### What the task requires
The entries below must be repeated exactly. None may be skipped.

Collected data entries
════════

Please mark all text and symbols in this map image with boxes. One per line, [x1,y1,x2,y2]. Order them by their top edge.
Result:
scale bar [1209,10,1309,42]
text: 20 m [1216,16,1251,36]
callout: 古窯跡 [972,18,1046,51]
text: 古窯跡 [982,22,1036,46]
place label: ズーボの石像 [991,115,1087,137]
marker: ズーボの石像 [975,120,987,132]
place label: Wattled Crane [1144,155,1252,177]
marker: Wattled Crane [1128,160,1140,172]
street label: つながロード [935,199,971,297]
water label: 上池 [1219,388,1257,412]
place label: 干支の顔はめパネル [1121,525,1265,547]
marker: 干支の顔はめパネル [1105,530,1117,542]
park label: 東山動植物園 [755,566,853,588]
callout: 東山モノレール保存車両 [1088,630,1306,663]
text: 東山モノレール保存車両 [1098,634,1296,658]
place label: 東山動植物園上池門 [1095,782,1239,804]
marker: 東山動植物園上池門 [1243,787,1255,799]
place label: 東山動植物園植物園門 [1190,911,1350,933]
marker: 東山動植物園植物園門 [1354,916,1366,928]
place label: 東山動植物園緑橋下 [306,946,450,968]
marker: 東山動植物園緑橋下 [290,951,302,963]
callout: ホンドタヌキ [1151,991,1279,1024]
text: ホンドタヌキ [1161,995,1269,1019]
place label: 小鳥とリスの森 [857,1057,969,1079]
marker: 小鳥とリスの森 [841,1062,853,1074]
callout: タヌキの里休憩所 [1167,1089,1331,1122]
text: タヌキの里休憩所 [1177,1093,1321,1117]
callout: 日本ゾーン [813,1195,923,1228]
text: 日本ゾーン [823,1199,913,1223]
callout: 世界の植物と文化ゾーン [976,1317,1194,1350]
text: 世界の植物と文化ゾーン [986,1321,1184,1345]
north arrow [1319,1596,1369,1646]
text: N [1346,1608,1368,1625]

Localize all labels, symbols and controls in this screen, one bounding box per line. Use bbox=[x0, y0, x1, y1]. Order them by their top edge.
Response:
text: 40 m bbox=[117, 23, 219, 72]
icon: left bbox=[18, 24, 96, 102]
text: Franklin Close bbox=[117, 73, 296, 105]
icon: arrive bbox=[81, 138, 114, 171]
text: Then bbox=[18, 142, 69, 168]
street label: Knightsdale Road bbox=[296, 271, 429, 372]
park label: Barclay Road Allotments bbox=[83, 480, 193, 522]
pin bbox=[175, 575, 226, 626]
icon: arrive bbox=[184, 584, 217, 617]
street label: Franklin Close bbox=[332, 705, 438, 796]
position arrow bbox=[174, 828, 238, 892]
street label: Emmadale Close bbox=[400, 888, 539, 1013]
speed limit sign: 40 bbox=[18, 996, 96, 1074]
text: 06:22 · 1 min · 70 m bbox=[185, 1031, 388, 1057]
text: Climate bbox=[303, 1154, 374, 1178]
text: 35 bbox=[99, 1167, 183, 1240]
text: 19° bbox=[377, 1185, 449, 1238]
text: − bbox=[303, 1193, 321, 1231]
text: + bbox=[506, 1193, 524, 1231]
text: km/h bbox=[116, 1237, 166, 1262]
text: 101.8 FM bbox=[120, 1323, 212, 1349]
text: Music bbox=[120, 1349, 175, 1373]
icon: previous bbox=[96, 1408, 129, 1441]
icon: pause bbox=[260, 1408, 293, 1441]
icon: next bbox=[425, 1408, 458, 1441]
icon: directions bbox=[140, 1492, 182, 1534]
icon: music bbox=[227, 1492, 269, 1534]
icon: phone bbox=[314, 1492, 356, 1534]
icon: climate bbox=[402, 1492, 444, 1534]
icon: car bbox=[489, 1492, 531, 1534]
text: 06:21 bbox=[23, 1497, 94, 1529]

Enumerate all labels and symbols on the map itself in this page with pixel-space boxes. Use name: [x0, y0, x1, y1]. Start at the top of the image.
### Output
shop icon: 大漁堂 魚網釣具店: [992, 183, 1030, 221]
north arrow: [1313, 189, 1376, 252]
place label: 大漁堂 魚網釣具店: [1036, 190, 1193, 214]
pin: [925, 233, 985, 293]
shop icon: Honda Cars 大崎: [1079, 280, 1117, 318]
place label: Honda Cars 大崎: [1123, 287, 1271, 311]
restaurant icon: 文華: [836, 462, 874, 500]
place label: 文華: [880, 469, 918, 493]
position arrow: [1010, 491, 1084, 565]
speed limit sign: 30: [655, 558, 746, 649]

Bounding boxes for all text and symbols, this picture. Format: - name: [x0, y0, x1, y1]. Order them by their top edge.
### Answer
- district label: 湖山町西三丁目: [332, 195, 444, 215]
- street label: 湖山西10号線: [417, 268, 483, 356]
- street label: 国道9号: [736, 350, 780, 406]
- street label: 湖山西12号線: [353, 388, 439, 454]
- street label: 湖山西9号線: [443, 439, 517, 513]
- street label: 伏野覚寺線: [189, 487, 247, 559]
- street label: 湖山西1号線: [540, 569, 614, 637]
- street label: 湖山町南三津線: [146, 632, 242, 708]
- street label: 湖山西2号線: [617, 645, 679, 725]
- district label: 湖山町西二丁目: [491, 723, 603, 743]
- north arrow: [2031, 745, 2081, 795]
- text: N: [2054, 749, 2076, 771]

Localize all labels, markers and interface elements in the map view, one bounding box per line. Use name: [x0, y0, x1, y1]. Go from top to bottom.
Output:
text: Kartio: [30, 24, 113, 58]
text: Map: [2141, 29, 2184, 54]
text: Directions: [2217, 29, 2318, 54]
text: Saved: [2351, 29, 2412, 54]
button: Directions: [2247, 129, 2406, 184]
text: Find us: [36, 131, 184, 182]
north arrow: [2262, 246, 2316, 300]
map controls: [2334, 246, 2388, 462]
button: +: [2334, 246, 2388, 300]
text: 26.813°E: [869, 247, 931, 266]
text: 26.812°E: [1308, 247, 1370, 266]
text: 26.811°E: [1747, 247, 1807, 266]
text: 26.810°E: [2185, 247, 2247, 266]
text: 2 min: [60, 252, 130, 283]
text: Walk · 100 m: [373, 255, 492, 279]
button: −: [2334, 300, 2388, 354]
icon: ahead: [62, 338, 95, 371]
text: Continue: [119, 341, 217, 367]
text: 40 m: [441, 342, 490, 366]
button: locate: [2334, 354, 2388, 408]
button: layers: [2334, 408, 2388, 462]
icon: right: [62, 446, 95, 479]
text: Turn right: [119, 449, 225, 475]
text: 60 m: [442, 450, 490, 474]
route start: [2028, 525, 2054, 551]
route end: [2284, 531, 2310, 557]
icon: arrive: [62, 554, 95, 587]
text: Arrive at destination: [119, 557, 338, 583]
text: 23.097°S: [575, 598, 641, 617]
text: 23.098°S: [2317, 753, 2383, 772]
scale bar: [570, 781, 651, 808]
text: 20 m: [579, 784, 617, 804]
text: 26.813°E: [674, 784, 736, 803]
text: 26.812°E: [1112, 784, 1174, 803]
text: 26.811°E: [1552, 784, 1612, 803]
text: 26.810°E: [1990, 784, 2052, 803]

════════

### Result below
Please mark all text and symbols in this map image with boxes. One per line, [x1,y1,x2,y2]. Order them by their top edge.
Result:
scale bar [1209,10,1309,42]
text: 20 m [1216,16,1251,36]
callout: 古窯跡 [972,18,1046,51]
text: 古窯跡 [982,22,1036,46]
place label: ズーボの石像 [991,115,1087,137]
marker: ズーボの石像 [975,120,987,132]
place label: Wattled Crane [1144,155,1252,177]
marker: Wattled Crane [1128,160,1140,172]
street label: つながロード [935,199,971,297]
water label: 上池 [1219,388,1257,412]
place label: 干支の顔はめパネル [1121,525,1265,547]
marker: 干支の顔はめパネル [1105,530,1117,542]
park label: 東山動植物園 [755,566,853,588]
callout: 東山モノレール保存車両 [1088,630,1306,663]
text: 東山モノレール保存車両 [1098,634,1296,658]
place label: 東山動植物園上池門 [1095,782,1239,804]
marker: 東山動植物園上池門 [1243,787,1255,799]
place label: 東山動植物園植物園門 [1190,911,1350,933]
marker: 東山動植物園植物園門 [1354,916,1366,928]
place label: 東山動植物園緑橋下 [306,946,450,968]
marker: 東山動植物園緑橋下 [290,951,302,963]
callout: ホンドタヌキ [1151,991,1279,1024]
text: ホンドタヌキ [1161,995,1269,1019]
place label: 小鳥とリスの森 [857,1057,969,1079]
marker: 小鳥とリスの森 [841,1062,853,1074]
callout: タヌキの里休憩所 [1167,1089,1331,1122]
text: タヌキの里休憩所 [1177,1093,1321,1117]
callout: 日本ゾーン [813,1195,923,1228]
text: 日本ゾーン [823,1199,913,1223]
callout: 世界の植物と文化ゾーン [976,1317,1194,1350]
text: 世界の植物と文化ゾーン [986,1321,1184,1345]
north arrow [1319,1596,1369,1646]
text: N [1346,1608,1368,1625]

Localize all labels, symbols and controls in this screen, one bounding box per line. Use bbox=[x0, y0, x1, y1]. Order them by their top edge.
Response:
text: 40 m bbox=[117, 23, 219, 72]
icon: left bbox=[18, 24, 96, 102]
text: Franklin Close bbox=[117, 73, 296, 105]
icon: arrive bbox=[81, 138, 114, 171]
text: Then bbox=[18, 142, 69, 168]
street label: Knightsdale Road bbox=[296, 271, 429, 372]
park label: Barclay Road Allotments bbox=[83, 480, 193, 522]
pin bbox=[175, 575, 226, 626]
icon: arrive bbox=[184, 584, 217, 617]
street label: Franklin Close bbox=[332, 705, 438, 796]
position arrow bbox=[174, 828, 238, 892]
street label: Emmadale Close bbox=[400, 888, 539, 1013]
speed limit sign: 40 bbox=[18, 996, 96, 1074]
text: 06:22 · 1 min · 70 m bbox=[185, 1031, 388, 1057]
text: Climate bbox=[303, 1154, 374, 1178]
text: 35 bbox=[99, 1167, 183, 1240]
text: 19° bbox=[377, 1185, 449, 1238]
text: − bbox=[303, 1193, 321, 1231]
text: + bbox=[506, 1193, 524, 1231]
text: km/h bbox=[116, 1237, 166, 1262]
text: 101.8 FM bbox=[120, 1323, 212, 1349]
text: Music bbox=[120, 1349, 175, 1373]
icon: previous bbox=[96, 1408, 129, 1441]
icon: pause bbox=[260, 1408, 293, 1441]
icon: next bbox=[425, 1408, 458, 1441]
icon: directions bbox=[140, 1492, 182, 1534]
icon: music bbox=[227, 1492, 269, 1534]
icon: phone bbox=[314, 1492, 356, 1534]
icon: climate bbox=[402, 1492, 444, 1534]
icon: car bbox=[489, 1492, 531, 1534]
text: 06:21 bbox=[23, 1497, 94, 1529]

Enumerate all labels and symbols on the map itself in this page with pixel-space boxes. Use name: [x0, y0, x1, y1]. Start at the top of the image.
### Output
shop icon: 大漁堂 魚網釣具店: [992, 183, 1030, 221]
north arrow: [1313, 189, 1376, 252]
place label: 大漁堂 魚網釣具店: [1036, 190, 1193, 214]
pin: [925, 233, 985, 293]
shop icon: Honda Cars 大崎: [1079, 280, 1117, 318]
place label: Honda Cars 大崎: [1123, 287, 1271, 311]
restaurant icon: 文華: [836, 462, 874, 500]
place label: 文華: [880, 469, 918, 493]
position arrow: [1010, 491, 1084, 565]
speed limit sign: 30: [655, 558, 746, 649]

Bounding boxes for all text and symbols, this picture. Format: - name: [x0, y0, x1, y1]. Order them by their top edge.
### Answer
- district label: 湖山町西三丁目: [332, 195, 444, 215]
- street label: 湖山西10号線: [417, 268, 483, 356]
- street label: 国道9号: [736, 350, 780, 406]
- street label: 湖山西12号線: [353, 388, 439, 454]
- street label: 湖山西9号線: [443, 439, 517, 513]
- street label: 伏野覚寺線: [189, 487, 247, 559]
- street label: 湖山西1号線: [540, 569, 614, 637]
- street label: 湖山町南三津線: [146, 632, 242, 708]
- street label: 湖山西2号線: [617, 645, 679, 725]
- district label: 湖山町西二丁目: [491, 723, 603, 743]
- north arrow: [2031, 745, 2081, 795]
- text: N: [2054, 749, 2076, 771]

Localize all labels, markers and interface elements in the map view, one bounding box per line. Use name: [x0, y0, x1, y1]. Go from top to bottom.
Output:
text: Kartio: [30, 24, 113, 58]
text: Map: [2141, 29, 2184, 54]
text: Directions: [2217, 29, 2318, 54]
text: Saved: [2351, 29, 2412, 54]
button: Directions: [2247, 129, 2406, 184]
text: Find us: [36, 131, 184, 182]
north arrow: [2262, 246, 2316, 300]
map controls: [2334, 246, 2388, 462]
button: +: [2334, 246, 2388, 300]
text: 26.813°E: [869, 247, 931, 266]
text: 26.812°E: [1308, 247, 1370, 266]
text: 26.811°E: [1747, 247, 1807, 266]
text: 26.810°E: [2185, 247, 2247, 266]
text: 2 min: [60, 252, 130, 283]
text: Walk · 100 m: [373, 255, 492, 279]
button: −: [2334, 300, 2388, 354]
icon: ahead: [62, 338, 95, 371]
text: Continue: [119, 341, 217, 367]
text: 40 m: [441, 342, 490, 366]
button: locate: [2334, 354, 2388, 408]
button: layers: [2334, 408, 2388, 462]
icon: right: [62, 446, 95, 479]
text: Turn right: [119, 449, 225, 475]
text: 60 m: [442, 450, 490, 474]
route start: [2028, 525, 2054, 551]
route end: [2284, 531, 2310, 557]
icon: arrive: [62, 554, 95, 587]
text: Arrive at destination: [119, 557, 338, 583]
text: 23.097°S: [575, 598, 641, 617]
text: 23.098°S: [2317, 753, 2383, 772]
scale bar: [570, 781, 651, 808]
text: 20 m: [579, 784, 617, 804]
text: 26.813°E: [674, 784, 736, 803]
text: 26.812°E: [1112, 784, 1174, 803]
text: 26.811°E: [1552, 784, 1612, 803]
text: 26.810°E: [1990, 784, 2052, 803]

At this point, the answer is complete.